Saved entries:
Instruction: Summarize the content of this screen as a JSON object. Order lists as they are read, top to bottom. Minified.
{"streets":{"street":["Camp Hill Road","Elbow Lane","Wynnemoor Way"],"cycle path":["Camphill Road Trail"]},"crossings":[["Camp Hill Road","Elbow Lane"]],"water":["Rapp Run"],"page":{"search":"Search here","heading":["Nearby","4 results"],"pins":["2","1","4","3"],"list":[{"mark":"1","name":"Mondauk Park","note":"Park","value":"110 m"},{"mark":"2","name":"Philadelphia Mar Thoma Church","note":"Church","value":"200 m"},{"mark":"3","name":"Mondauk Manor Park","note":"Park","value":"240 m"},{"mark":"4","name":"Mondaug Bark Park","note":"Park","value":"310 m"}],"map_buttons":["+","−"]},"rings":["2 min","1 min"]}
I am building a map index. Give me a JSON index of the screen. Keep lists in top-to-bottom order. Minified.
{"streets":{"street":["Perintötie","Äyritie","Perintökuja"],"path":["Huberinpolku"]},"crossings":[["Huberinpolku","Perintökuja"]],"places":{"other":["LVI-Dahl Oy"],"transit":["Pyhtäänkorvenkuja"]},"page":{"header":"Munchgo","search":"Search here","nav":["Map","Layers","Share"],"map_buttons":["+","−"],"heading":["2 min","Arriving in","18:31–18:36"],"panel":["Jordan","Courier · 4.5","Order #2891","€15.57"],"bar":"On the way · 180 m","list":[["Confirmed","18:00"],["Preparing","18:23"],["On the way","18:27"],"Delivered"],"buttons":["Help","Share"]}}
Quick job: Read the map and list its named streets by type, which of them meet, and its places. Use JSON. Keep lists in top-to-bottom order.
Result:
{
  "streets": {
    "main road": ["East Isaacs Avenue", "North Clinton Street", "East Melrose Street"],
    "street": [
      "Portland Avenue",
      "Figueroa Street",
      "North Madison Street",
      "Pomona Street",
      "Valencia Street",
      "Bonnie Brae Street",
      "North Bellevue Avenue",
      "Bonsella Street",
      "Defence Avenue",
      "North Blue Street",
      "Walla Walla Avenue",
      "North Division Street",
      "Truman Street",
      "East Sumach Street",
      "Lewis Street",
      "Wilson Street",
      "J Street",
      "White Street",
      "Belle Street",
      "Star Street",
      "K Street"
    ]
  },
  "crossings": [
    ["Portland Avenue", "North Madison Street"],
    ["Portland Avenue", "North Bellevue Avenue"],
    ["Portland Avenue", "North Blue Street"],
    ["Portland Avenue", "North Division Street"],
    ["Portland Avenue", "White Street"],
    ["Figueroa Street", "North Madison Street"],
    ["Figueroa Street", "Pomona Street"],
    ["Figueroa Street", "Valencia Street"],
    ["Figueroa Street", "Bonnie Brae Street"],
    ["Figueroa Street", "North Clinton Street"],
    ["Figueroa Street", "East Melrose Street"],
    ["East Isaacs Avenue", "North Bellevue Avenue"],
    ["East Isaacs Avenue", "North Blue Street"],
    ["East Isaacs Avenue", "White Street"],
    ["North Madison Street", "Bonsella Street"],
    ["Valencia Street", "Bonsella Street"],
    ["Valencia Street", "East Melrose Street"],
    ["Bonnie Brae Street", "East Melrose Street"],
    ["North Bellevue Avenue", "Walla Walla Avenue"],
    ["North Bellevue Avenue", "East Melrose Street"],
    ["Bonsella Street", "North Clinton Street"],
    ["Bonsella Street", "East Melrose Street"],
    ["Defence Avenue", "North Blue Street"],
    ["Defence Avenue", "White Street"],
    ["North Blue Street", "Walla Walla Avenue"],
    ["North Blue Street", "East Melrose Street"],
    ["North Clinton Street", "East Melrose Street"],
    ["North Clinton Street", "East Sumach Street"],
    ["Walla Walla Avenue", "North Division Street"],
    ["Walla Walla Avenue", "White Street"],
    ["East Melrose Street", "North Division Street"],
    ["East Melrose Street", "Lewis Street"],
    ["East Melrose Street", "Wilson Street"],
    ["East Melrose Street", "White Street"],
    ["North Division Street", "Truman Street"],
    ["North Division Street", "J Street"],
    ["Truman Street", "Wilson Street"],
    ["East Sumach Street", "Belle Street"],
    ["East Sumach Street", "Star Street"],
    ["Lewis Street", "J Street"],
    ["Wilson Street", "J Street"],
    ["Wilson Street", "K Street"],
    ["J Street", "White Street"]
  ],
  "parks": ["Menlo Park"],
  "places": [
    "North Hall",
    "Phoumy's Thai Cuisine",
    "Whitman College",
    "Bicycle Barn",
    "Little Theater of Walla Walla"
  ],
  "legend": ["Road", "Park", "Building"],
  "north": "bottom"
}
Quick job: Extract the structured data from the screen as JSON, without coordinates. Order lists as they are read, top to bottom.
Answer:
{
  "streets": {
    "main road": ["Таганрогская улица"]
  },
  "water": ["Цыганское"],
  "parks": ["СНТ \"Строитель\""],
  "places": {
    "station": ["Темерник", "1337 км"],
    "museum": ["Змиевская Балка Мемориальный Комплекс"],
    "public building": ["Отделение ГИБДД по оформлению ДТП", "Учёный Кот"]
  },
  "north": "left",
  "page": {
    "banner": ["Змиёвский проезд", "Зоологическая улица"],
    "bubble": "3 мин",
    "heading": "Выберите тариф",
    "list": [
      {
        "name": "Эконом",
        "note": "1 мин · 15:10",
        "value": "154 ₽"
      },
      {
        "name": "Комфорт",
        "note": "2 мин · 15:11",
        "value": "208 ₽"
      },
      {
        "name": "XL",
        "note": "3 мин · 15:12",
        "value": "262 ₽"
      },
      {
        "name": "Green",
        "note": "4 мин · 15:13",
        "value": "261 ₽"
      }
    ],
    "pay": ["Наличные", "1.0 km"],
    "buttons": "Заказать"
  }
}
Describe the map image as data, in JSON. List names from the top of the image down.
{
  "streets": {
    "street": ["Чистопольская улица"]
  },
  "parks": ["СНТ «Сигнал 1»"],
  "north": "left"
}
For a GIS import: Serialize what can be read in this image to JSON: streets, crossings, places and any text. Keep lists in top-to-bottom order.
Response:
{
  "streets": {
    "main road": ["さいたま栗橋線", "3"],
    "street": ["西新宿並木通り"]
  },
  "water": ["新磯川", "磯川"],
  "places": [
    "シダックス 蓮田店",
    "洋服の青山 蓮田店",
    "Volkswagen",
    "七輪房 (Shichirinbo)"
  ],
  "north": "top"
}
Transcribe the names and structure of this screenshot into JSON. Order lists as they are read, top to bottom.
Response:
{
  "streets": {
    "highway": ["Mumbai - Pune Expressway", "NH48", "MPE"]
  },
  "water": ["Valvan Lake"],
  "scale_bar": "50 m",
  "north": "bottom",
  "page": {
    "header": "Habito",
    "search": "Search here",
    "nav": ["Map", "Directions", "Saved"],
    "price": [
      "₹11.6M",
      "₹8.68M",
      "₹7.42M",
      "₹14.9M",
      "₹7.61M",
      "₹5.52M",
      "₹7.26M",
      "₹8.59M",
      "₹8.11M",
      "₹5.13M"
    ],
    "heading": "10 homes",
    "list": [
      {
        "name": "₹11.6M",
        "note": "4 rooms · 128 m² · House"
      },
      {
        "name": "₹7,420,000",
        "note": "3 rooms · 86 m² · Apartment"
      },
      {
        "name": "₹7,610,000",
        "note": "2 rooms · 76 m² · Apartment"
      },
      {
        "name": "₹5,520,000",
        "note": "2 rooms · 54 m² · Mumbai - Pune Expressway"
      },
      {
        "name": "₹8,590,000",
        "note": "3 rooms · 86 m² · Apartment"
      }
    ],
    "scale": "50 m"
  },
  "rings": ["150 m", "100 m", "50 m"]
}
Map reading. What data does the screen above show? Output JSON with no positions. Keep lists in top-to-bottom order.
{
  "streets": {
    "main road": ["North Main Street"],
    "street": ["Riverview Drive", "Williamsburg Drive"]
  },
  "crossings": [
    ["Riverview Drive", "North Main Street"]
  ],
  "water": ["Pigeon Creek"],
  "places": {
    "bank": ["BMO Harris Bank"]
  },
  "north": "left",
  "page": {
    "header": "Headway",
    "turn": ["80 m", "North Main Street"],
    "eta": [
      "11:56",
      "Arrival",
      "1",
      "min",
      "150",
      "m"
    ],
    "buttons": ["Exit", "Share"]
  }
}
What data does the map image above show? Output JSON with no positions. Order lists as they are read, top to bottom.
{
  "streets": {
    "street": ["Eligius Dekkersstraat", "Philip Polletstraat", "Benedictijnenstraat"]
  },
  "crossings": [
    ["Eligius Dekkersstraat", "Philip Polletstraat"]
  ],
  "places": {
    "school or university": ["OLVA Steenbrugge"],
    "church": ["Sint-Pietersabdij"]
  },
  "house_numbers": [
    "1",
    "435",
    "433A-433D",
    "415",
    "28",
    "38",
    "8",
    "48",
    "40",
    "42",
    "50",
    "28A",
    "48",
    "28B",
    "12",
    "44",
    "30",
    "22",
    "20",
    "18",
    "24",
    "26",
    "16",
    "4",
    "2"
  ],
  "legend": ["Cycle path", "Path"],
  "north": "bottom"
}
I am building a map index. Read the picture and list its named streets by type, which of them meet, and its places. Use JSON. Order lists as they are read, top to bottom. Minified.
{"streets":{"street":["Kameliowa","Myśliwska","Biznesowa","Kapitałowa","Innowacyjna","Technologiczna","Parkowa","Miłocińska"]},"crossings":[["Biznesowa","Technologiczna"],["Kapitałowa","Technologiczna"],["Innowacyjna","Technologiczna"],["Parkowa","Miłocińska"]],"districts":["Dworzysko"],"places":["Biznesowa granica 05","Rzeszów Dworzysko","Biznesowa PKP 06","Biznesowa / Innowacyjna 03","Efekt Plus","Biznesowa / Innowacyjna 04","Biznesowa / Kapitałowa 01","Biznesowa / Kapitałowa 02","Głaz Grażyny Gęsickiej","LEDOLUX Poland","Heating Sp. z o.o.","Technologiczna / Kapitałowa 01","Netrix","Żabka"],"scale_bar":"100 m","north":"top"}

▶ **YOUR ASSIGNMENT**:
After reading each line of the data, give only the number of lines that include the word "Portland".

▶ **TASK ANSWER**:
6